Even if they were that cruel, Araysh didn’t think the King would be that stupid. If he had known Araysh was alive, he wouldn’t have taken the risk of Araysh waking up and escaping.
He would have finished him off first.
He had been dead, but now he was alive.
Araysh pressed a hand to his chest. How is that even possible?
Nina’s meager ability to see the future, his magic, dark magic and odd spells aside—bringing someone back to life? What could possibly have the power to do that? Whose voice had that been, the one that had whispered to him in that void?
Questions aside, Araysh had to get himself somewhere safe. He couldn’t risk some soldier on patrol finding him here—he would only be dragged right back to the King, where the fate that waited him was all to clear.
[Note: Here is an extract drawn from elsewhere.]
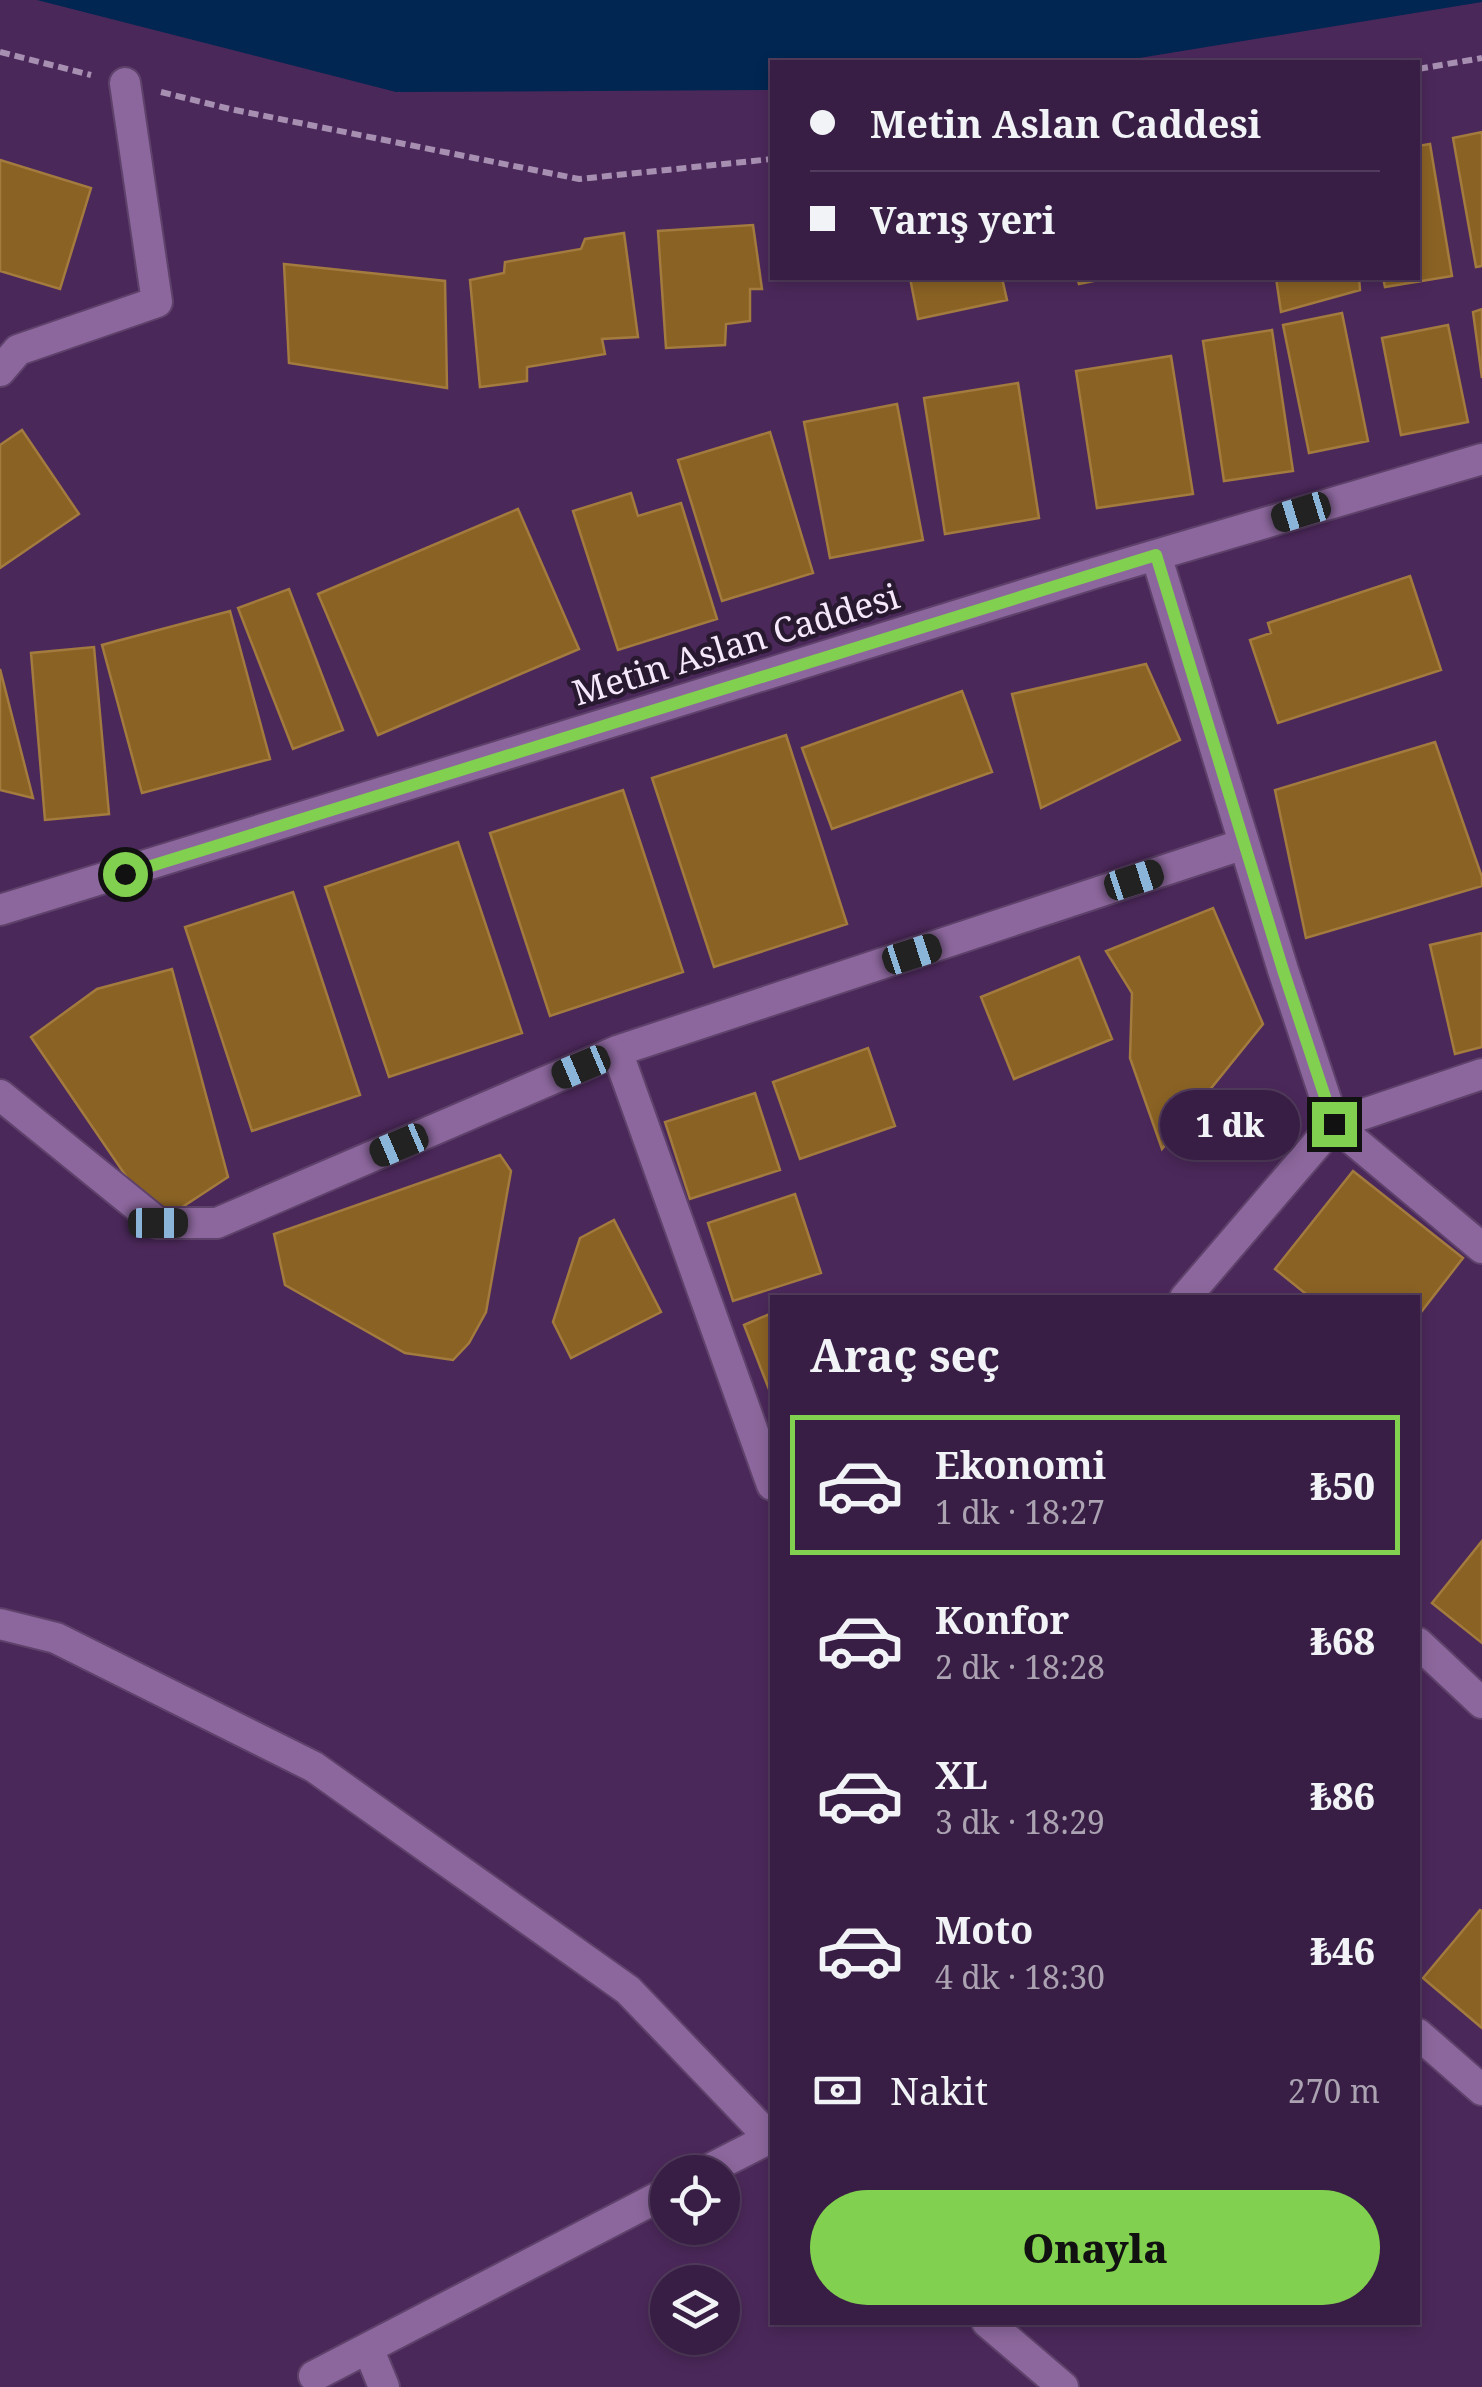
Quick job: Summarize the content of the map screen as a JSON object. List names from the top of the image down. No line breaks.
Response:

And Araysh had no interest in confirming his suspicions.
Allowing himself just one more moment to brace himself, Araysh ripped his shirt sleeve between his teeth to make strips of bandages—he had to make do with makeshift bandages until he had access to proper first aid.
Araysh grimaced at the burst of pain as he tied the strips tightly around his wound, then took a moment to collect himself.
Alright, you big idiot, he thought, time to get going.
He heaved himself up but then staggered, suddenly dizzy. A stab of pain pounded through his head and he winced and pressed at his eyes. God, I need water.
But if he didn’t know where he was, how was he supposed to get anywhere?
Then he scoffed at himself, marvelling at how big an idiot he was. There were other ways to gauge his location.
First, he took in his surroundings. He was clearly in a forest; the sun was to his right and was setting--west to his right, east to his left. It was a bit chilly, too--he guessed he was towards the east of Karam, near the Kuori Mountains, probably. Ah, yes. There they were--the mountains in the distance. Araysh reached out a hand and rubbed a tree leaf between his fingers. Conifer, he thought. Which forest have conifer trees?
Then he got it. He was probably in the forest just outside the mountains, in the outskirts of Lin Odun. Makes sense. I had to be near the castle somewhere.
So now, he had to head to his boss’ house--which was tricky, considering that it was just outside the castle. But he wasn’t an assassin without being incredibly stealthy.
He curled his fingers around the leaf and violently ripped it from the tree. “Nina,” he growled, setting his jaw. “Oh, Nina, here I come.”